The state's efforts to remove itself from management of the Navajo Trust Fund passed a legislative hurdle Friday, but not without some controversy.
The fund uses 37.5 percent of the oil and gas royalties from the Utah portion of the Navajo reservation for projects and scholarships. The state's management of the fund sunsets this year.
The Senate Government Operations Committee on Friday opted to allow to move to the full Senate, HCR4 and HB352, which together urge Congress to set up new management of the fund, as well as interim management.
"We are at a point in time where we feel perhaps someone else may be better suited to handle that trustee duty," said Rep.

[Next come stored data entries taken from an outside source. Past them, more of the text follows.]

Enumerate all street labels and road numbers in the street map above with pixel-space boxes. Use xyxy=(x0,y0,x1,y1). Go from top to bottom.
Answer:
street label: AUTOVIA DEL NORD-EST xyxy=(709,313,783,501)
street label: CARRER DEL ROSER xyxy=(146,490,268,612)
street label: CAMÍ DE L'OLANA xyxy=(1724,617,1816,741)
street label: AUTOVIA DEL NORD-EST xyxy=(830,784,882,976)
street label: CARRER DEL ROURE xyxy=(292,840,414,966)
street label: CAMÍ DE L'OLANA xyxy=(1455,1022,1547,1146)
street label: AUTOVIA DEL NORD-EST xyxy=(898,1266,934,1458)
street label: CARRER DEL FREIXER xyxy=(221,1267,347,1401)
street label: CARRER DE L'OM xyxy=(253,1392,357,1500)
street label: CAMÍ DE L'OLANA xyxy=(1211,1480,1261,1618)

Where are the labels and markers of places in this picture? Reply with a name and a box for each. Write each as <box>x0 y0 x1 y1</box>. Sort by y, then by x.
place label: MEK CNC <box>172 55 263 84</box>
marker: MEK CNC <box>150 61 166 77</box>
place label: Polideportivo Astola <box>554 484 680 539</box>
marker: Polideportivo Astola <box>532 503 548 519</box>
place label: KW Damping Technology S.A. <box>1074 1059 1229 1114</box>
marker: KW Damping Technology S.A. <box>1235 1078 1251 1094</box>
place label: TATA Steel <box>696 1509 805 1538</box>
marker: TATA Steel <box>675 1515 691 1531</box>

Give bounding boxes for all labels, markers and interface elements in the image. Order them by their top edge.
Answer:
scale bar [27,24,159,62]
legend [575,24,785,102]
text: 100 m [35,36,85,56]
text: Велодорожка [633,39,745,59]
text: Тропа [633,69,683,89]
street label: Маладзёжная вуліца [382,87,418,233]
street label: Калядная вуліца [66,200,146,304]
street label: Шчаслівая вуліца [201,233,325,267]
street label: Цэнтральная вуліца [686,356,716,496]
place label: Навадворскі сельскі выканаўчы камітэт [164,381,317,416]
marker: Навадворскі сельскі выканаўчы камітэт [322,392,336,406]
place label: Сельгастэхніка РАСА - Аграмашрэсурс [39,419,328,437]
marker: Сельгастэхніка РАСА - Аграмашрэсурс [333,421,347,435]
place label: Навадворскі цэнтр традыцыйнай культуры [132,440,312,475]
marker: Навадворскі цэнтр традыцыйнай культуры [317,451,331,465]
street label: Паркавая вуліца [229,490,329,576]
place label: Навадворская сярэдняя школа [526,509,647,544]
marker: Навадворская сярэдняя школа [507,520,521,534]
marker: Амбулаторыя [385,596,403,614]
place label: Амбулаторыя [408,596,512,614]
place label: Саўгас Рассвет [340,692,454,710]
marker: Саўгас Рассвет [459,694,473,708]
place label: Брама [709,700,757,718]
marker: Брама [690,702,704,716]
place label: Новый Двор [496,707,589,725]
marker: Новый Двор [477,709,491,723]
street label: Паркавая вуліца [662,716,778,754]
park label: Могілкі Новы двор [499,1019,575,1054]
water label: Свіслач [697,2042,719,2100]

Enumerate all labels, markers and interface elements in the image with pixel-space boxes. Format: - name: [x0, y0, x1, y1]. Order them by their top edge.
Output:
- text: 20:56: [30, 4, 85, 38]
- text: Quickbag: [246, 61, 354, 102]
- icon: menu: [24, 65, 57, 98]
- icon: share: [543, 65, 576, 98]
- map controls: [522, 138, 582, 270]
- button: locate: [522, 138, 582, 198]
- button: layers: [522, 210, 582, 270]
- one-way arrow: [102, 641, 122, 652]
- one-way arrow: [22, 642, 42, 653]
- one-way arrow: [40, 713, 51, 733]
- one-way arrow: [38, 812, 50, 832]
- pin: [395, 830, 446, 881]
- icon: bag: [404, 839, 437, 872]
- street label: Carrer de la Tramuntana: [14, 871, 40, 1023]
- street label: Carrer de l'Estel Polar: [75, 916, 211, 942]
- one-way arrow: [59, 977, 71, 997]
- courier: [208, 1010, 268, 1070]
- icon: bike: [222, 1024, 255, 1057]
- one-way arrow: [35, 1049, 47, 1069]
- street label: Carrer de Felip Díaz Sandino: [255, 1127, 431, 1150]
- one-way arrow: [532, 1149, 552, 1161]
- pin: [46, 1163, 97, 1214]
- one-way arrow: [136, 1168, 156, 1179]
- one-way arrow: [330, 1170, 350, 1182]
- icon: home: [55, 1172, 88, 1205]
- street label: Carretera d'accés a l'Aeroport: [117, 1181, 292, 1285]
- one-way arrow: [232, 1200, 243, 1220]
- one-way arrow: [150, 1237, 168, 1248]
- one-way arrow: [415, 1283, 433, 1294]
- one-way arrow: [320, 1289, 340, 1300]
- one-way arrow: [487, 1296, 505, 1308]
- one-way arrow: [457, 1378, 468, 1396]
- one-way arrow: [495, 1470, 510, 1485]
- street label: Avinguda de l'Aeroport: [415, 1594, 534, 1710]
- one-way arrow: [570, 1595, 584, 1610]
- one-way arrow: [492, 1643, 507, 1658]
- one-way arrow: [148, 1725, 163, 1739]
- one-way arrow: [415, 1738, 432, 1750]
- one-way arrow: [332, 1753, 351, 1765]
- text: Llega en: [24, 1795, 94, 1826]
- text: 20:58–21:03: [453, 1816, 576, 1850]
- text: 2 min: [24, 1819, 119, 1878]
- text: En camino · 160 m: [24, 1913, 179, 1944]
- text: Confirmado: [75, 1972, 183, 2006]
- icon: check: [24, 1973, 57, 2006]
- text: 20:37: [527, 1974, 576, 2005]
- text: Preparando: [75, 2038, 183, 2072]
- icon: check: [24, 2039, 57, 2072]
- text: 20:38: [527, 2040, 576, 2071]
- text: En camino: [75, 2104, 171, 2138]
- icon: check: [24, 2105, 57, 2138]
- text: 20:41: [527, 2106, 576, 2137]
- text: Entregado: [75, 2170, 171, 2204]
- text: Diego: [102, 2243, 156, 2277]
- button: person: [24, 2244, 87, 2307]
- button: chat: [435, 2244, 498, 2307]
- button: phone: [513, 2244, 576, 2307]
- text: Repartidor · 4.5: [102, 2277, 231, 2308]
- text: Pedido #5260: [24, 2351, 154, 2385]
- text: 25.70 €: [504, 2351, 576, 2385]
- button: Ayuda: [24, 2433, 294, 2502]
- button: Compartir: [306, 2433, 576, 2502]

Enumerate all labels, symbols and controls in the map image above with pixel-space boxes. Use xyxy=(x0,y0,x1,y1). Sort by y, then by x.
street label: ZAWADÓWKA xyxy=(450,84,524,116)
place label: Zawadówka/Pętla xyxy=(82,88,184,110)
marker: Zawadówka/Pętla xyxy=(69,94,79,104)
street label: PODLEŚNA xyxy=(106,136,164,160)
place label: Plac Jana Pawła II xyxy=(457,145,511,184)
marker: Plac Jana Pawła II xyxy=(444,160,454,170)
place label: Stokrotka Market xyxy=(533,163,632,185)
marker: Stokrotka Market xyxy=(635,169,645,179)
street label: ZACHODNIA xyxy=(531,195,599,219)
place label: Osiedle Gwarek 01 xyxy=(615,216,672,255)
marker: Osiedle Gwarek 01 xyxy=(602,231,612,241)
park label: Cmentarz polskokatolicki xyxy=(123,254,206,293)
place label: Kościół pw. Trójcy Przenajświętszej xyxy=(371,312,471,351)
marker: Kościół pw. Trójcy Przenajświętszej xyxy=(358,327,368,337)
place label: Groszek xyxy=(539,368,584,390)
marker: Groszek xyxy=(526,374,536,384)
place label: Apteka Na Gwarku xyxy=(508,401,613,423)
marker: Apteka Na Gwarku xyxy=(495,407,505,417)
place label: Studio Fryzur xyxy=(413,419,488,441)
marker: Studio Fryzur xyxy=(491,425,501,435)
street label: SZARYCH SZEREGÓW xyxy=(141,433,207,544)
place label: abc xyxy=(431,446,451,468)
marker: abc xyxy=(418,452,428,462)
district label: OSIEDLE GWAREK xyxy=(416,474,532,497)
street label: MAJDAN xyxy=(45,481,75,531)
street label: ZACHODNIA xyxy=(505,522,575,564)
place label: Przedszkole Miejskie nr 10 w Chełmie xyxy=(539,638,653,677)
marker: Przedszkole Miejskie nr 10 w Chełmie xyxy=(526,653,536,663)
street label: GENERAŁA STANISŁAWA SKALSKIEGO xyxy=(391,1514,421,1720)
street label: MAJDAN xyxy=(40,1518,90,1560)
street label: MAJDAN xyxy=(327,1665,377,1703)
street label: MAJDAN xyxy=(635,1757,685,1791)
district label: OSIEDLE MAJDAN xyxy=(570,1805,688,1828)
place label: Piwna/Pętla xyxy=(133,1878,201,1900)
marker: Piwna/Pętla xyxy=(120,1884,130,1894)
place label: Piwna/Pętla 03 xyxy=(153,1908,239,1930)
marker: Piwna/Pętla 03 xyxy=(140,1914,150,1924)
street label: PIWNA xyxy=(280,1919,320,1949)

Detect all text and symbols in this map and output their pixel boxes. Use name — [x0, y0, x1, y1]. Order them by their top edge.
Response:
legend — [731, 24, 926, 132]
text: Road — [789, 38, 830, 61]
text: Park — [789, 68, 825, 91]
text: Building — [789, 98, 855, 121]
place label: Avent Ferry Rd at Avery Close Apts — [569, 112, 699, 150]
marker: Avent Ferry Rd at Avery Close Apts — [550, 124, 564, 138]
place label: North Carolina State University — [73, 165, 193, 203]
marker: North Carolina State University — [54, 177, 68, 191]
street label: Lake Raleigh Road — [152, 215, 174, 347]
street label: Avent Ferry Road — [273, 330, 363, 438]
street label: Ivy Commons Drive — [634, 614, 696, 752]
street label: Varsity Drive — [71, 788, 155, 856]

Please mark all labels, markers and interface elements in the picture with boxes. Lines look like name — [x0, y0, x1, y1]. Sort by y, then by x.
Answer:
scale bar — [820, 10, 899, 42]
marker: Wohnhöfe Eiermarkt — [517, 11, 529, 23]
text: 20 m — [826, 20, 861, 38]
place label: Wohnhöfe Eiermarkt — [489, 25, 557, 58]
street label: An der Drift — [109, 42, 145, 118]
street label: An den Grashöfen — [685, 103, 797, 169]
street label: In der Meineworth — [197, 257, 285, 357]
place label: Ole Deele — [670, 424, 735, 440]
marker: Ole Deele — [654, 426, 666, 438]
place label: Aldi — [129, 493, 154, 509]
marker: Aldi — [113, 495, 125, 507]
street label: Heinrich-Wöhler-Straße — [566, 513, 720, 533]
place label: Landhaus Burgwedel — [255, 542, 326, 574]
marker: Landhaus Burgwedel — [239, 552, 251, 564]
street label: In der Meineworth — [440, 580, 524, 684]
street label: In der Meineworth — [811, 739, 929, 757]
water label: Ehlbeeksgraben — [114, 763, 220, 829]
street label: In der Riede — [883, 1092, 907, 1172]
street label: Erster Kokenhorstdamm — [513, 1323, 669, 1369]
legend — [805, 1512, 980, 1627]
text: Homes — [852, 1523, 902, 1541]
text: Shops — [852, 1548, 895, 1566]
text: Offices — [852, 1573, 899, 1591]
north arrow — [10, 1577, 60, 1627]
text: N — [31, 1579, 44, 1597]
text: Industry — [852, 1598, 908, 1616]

Dave Clark, R-Santa Clara, sponsor of both measures.
Clark said he has the support of the Utah Navajo Commission, comprised of representatives from the Navajo chapters located on the Utah portion of the Navajo Nation.
However, Ruby Nakoli, spoke against the measures on behalf of residents of the Aneth Extension, where the oil and gas is extracted. Nakoli said residents there feared losing their voice to Navajo Nation and San Juan County officials.
"There is not one representative on the board who is from the Aneth Extension," Nakoli said. "If there was no Aneth Extension we wouldn't be talking about this."In voting to move the measures forward, Sen. Scott Jenkins, R-Plain City, said he wanted to make sure he understood the issue before both resolutions get to the Senate floor.